***** Data for this task *****
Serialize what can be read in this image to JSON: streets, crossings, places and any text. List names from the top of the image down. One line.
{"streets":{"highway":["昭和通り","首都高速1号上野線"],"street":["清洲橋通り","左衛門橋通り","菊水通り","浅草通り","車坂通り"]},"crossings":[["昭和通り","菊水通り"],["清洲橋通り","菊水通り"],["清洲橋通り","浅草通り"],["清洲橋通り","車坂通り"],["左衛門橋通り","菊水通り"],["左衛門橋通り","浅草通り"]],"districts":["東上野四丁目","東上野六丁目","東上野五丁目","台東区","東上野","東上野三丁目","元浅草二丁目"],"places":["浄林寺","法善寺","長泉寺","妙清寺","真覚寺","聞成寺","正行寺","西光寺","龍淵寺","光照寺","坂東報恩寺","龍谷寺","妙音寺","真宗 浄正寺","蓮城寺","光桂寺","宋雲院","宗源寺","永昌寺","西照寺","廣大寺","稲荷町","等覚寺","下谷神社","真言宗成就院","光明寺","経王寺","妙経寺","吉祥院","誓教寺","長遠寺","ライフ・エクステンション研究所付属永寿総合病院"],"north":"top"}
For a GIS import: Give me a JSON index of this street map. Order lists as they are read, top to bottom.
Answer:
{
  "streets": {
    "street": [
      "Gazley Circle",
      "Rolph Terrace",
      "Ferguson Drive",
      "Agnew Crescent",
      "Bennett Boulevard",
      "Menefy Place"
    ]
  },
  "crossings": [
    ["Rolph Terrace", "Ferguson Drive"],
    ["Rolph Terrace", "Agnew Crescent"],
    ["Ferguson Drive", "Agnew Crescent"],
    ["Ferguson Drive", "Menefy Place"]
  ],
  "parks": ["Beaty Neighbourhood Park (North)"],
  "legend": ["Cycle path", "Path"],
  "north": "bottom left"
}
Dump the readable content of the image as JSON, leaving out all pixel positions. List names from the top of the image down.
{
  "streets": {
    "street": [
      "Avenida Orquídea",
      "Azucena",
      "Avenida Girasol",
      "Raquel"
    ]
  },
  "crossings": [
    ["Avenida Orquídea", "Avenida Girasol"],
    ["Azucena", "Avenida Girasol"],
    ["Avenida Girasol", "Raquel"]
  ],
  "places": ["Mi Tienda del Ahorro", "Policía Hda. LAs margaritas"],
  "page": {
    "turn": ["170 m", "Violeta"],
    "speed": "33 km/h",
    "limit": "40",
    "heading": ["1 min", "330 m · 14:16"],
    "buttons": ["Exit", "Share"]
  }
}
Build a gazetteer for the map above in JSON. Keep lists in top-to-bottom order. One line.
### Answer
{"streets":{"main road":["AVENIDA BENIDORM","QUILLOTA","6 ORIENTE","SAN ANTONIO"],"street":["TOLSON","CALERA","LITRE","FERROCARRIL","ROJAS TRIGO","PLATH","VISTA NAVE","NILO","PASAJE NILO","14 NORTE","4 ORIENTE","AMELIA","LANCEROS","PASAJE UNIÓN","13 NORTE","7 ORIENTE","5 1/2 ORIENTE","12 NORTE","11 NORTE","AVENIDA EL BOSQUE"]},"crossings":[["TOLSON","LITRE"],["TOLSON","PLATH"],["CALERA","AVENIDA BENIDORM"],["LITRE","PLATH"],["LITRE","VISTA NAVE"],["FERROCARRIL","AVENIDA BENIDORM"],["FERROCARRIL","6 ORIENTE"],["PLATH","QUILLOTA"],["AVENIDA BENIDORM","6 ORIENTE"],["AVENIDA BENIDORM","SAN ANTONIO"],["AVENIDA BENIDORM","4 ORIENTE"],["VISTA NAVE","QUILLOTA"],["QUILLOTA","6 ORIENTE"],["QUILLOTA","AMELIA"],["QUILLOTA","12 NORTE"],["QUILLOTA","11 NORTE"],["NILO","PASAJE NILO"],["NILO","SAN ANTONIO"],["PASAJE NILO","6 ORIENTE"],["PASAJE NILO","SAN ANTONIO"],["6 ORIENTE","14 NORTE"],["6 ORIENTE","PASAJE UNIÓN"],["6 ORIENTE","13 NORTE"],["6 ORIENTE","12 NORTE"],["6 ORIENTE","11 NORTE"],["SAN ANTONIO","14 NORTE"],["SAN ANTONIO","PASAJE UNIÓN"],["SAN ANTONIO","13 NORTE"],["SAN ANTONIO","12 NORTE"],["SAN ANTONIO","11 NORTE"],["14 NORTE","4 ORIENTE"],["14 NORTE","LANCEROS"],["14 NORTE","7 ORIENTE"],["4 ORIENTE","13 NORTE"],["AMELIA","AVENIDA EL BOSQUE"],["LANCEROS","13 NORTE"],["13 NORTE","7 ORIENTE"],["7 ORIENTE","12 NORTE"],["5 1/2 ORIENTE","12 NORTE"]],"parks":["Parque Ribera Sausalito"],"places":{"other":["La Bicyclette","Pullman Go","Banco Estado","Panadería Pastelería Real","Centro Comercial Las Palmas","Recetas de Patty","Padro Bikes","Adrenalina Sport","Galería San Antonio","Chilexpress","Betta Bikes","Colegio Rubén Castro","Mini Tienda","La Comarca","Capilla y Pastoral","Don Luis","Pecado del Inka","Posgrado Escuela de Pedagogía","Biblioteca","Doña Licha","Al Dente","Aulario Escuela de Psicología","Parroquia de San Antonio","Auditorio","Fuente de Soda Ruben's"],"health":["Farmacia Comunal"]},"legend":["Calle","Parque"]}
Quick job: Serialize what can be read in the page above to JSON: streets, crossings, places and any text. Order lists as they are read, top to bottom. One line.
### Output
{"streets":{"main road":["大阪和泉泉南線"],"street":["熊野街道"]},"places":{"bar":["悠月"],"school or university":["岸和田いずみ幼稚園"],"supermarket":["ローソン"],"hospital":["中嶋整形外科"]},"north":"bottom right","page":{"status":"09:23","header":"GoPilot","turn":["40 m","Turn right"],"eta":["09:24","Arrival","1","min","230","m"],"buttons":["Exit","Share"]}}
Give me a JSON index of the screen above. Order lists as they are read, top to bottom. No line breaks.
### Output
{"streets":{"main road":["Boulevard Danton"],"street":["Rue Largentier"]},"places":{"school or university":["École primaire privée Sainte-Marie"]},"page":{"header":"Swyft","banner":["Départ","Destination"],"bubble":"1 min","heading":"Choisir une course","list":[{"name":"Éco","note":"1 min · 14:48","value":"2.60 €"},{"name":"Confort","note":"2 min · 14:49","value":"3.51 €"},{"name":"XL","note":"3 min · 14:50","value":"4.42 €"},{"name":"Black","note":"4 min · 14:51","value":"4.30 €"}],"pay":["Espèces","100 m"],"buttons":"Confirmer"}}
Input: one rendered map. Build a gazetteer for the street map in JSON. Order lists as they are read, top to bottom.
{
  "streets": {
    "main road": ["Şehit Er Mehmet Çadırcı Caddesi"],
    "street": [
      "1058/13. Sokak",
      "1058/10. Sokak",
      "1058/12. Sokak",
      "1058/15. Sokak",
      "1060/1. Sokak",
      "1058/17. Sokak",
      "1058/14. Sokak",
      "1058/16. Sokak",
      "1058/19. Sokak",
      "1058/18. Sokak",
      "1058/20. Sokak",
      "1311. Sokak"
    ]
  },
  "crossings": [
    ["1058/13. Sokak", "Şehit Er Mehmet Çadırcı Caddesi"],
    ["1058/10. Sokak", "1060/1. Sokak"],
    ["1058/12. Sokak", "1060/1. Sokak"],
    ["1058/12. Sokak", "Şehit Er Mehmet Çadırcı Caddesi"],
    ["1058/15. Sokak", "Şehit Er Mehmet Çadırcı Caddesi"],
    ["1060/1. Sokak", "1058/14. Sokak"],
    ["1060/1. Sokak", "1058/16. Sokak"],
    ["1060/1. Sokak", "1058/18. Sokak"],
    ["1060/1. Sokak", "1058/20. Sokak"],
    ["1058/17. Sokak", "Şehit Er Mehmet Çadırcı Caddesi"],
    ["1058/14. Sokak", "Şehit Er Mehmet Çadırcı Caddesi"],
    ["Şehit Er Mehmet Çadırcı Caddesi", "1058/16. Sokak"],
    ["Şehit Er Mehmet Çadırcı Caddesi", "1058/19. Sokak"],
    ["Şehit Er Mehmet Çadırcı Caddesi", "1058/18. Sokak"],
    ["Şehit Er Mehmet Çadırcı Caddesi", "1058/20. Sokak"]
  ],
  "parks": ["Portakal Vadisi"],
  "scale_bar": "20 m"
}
*****
> **Requirement**
Retype the records above exactly, from their first line through the line that contains "For a GIS import: Give", and stop there.

> **Answer space**
Serialize what can be read in this image to JSON: streets, crossings, places and any text. List names from the top of the image down. One line.
{"streets":{"highway":["昭和通り","首都高速1号上野線"],"street":["清洲橋通り","左衛門橋通り","菊水通り","浅草通り","車坂通り"]},"crossings":[["昭和通り","菊水通り"],["清洲橋通り","菊水通り"],["清洲橋通り","浅草通り"],["清洲橋通り","車坂通り"],["左衛門橋通り","菊水通り"],["左衛門橋通り","浅草通り"]],"districts":["東上野四丁目","東上野六丁目","東上野五丁目","台東区","東上野","東上野三丁目","元浅草二丁目"],"places":["浄林寺","法善寺","長泉寺","妙清寺","真覚寺","聞成寺","正行寺","西光寺","龍淵寺","光照寺","坂東報恩寺","龍谷寺","妙音寺","真宗 浄正寺","蓮城寺","光桂寺","宋雲院","宗源寺","永昌寺","西照寺","廣大寺","稲荷町","等覚寺","下谷神社","真言宗成就院","光明寺","経王寺","妙経寺","吉祥院","誓教寺","長遠寺","ライフ・エクステンション研究所付属永寿総合病院"],"north":"top"}
For a GIS import: Give me a JSON index of this street map. Order lists as they are read, top to bottom.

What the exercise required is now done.